Digesto Econômico- Como o senhor analisa o atual cenário brasileiro?
Guilherme Afif- O Brasil passa hoje por um grande apagão, esta que é a verdade.
Qual tipo de apagão? Apagão aéreo…apagão de energia, de infra-estrutura…
Recentemente, o presidente da GM, Ray Young, em uma palestra na Associação Comercial de São Paulo, fez um alerta: o mercado brasileiro tem uma capacidade de reação bem mais rápida do que o governo, que tentou se adaptar e acompanhar o ritmo. O crescimento do Brasil é incompatível, absolutamente incompatível, com a demanda do mercado. Não tem estrada de ferro, não tem rodovia, não tem aeroporto, é tudo precário, o País está no limite. Daí você vai olhando os outros setores… não tem mão-de-obra.
Falta emprego ou mão-de-obra especializada?

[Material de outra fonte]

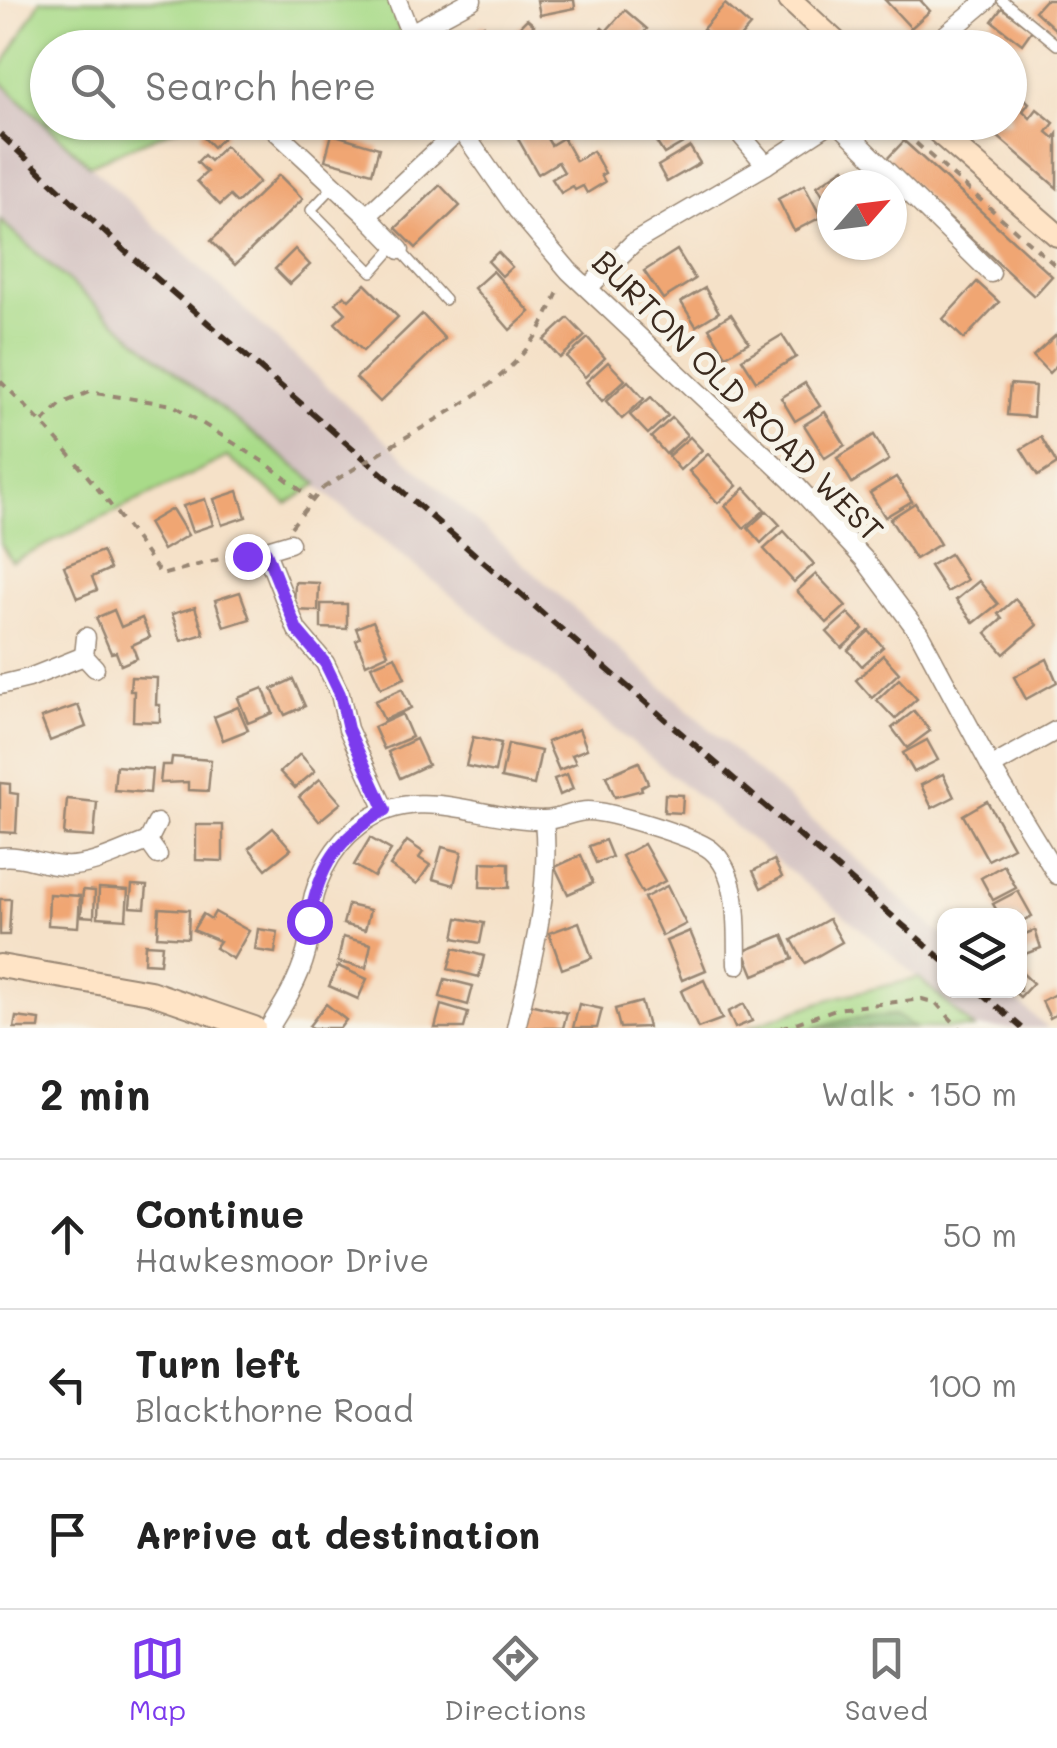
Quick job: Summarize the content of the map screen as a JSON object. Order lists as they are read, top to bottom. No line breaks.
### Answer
{"streets":{"street":["BURTON OLD ROAD WEST"]},"north":"top right","page":{"search":"Search here","heading":["2 min","Walk · 150 m"],"list":[["Continue","Hawkesmoor Drive","50 m"],["Turn left","Blackthorne Road","100 m"],"Arrive at destination"],"nav":["Map","Directions","Saved"]}}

O que temos observado nos nossos postos de atendimento é que emprego tem, só que exige qualificação; desemprego tem, mas desqualificado. E o investimento em qualificação? Só aconteceu como gasto social e não como investimento social. Gasto social seria: vou gastar tanto em qualificação. Aí aparece um monte de gente fazendo qualificação, mas só que é qualificação desqualificada, ela não está conectada com a real necessidade do mercado. O investimento correu solto, como está correndo solto a maioria dos gastos públicos no Brasil voltados para a área social. Isto gera um problema sério: a falta de investimento em infra-estrutura há muitos anos provocou, por exemplo, uma fuga de profissionais na área de engenharia. Hoje, os nossos melhores engenheiros estão fora do País, porque não tinham oportunidade aqui. Quando eu falo que existe um apagão profissional, acompanhando um apagão de infra-estrutura, é verdade, é completamente verdade!
O presidente Lula vai ficar com estigma de “apagador”, porque está tudo acontecendo no governo dele…

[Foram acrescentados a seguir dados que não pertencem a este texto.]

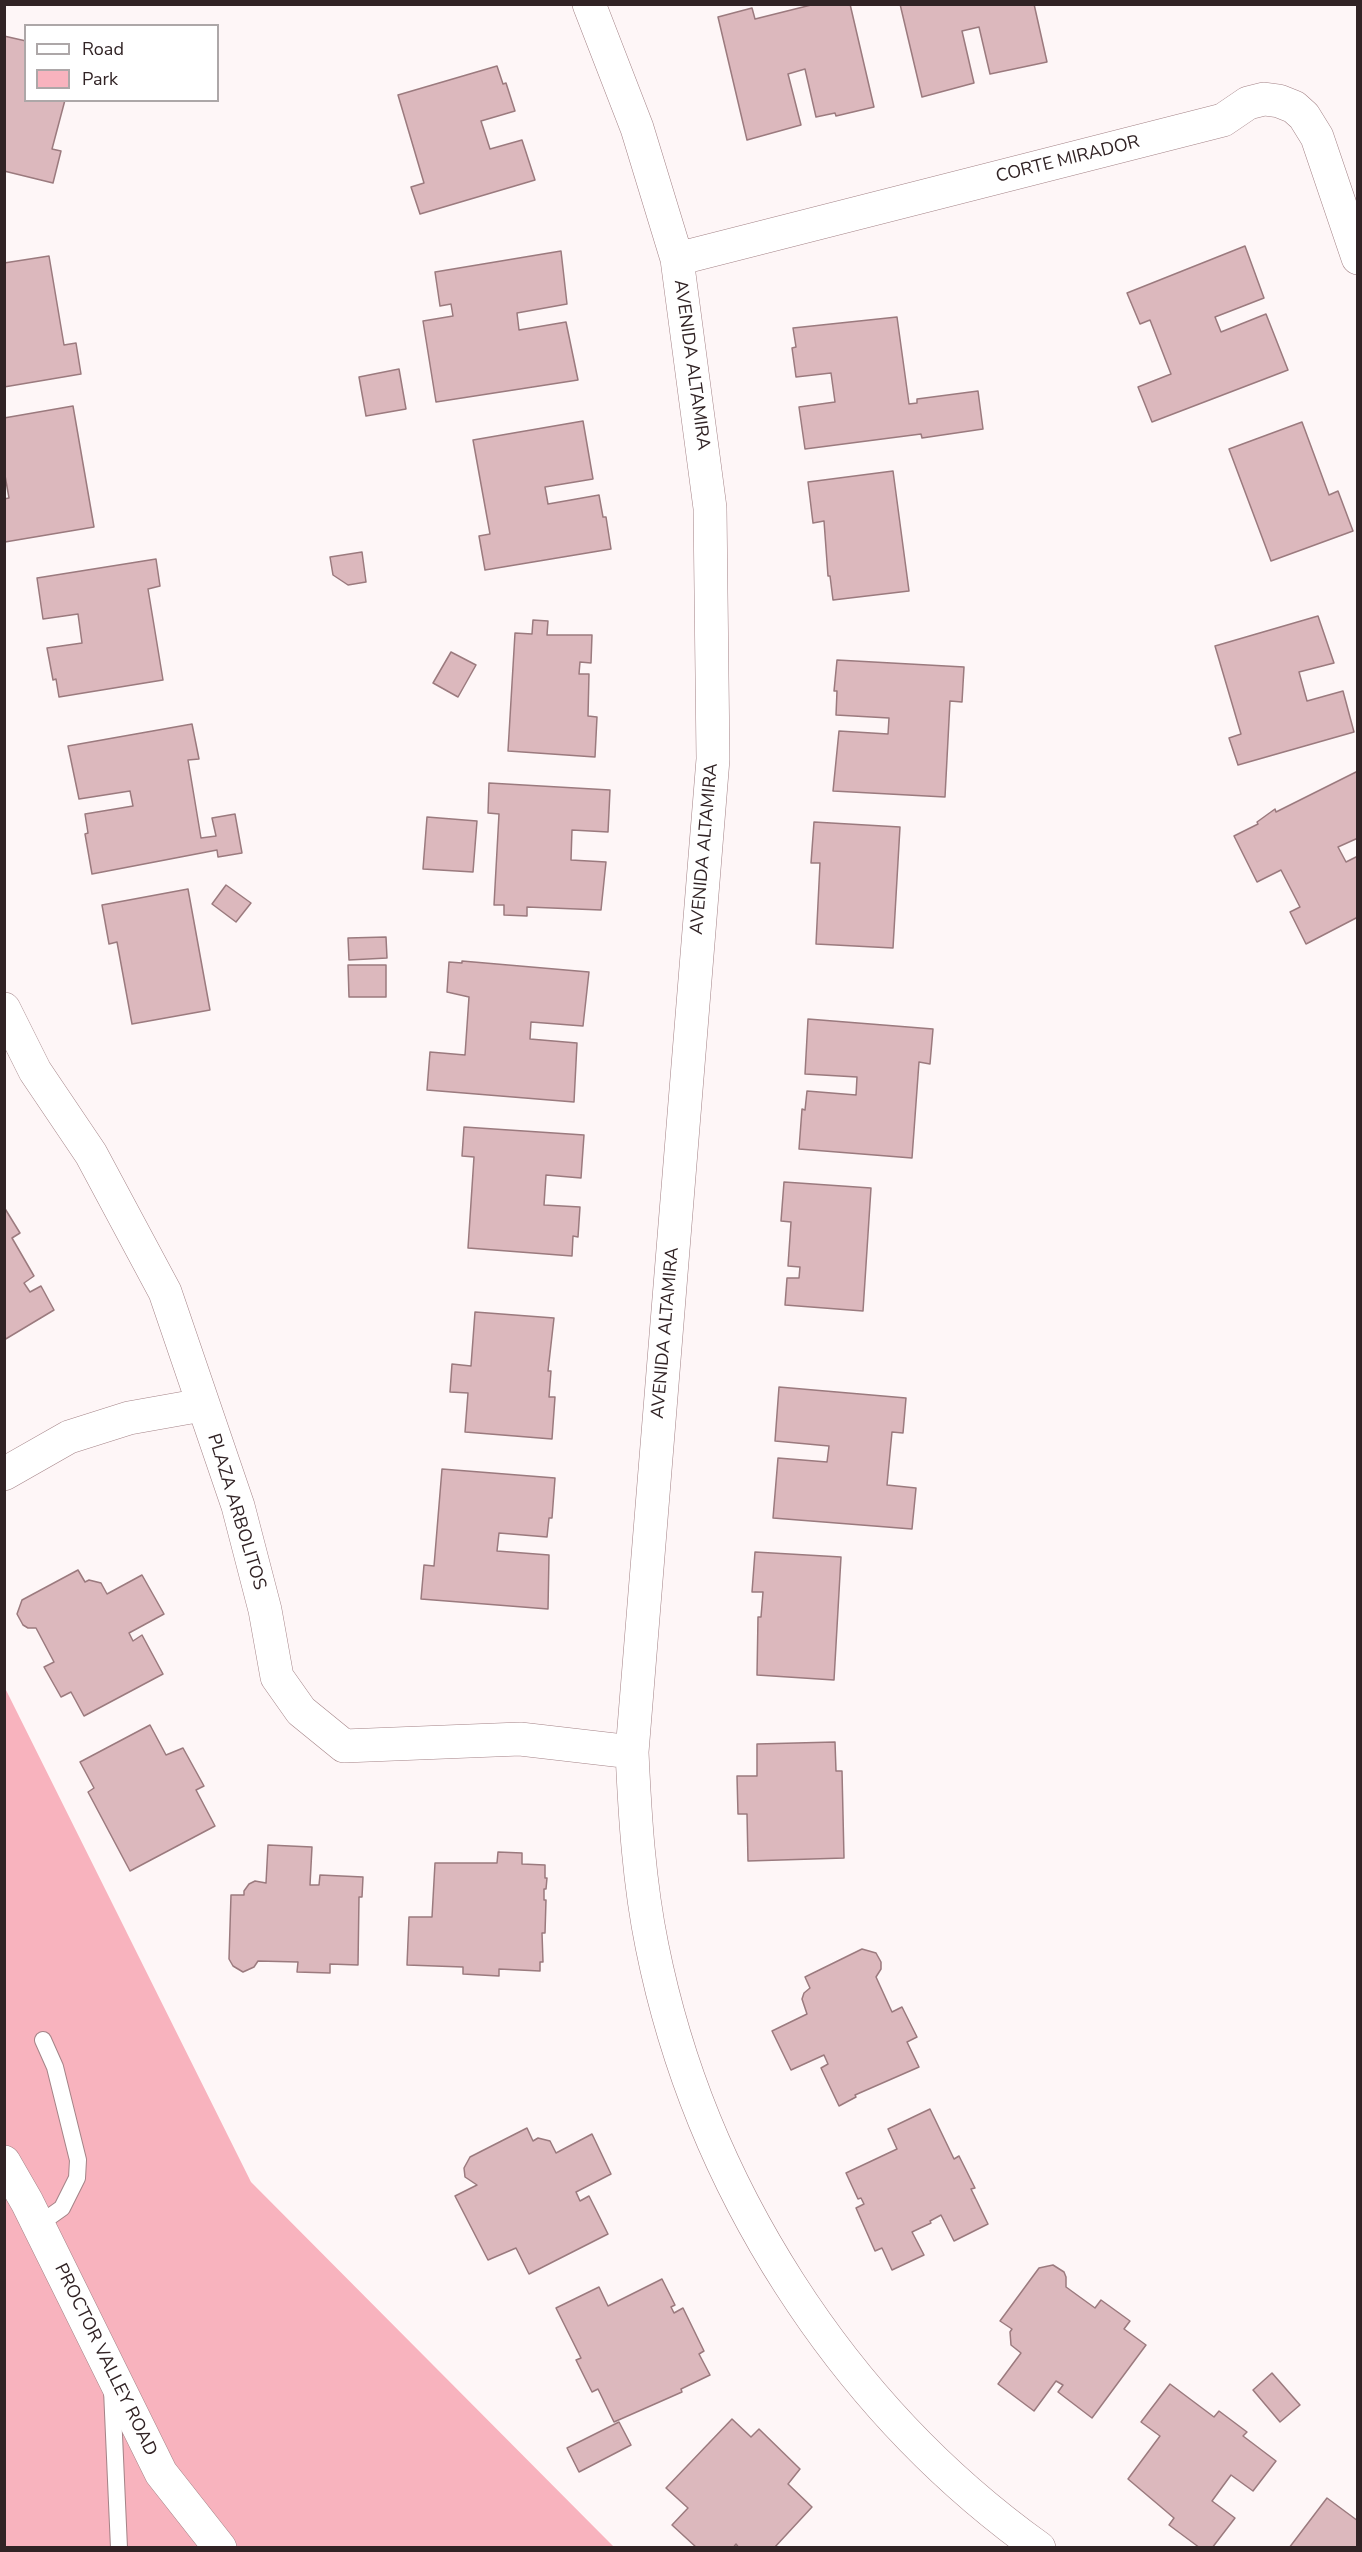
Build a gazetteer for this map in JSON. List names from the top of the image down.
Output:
{
  "streets": {
    "street": [
      "CORTE MIRADOR",
      "AVENIDA ALTAMIRA",
      "PLAZA ARBOLITOS",
      "PROCTOR VALLEY ROAD"
    ]
  },
  "crossings": [
    ["CORTE MIRADOR", "AVENIDA ALTAMIRA"],
    ["AVENIDA ALTAMIRA", "PLAZA ARBOLITOS"]
  ],
  "legend": ["Road", "Park"]
}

É uma seqüência de processos, que levaram o Brasil, a estar muito atrasado no seu governo, para acompanhar o ciclo que a própria sociedade está seguindo. Você pega o setor de agricultura: tem produção, mas não tem estrada.
E quando tem estrada, não tem porto.
O processo não foi conectado e hoje a própria agricultura brasileira tem dificuldade e não consegue competir. Na fazenda é a maior produtividade do mundo, até a porta. A partir de lá já começa a perder a competitividade, as perdas começam no transporte rodoviário até chegar no porto. A agricultura precisa enfrentar todos os gargalos ou todos os nós que prendem o sistema. E assim mesmo ela concorre, apesar de ter de pagar mais e mais impostos.
A falta de investimento em infra-estrutura é um fato que vem de muito tempo, o senhor concorda?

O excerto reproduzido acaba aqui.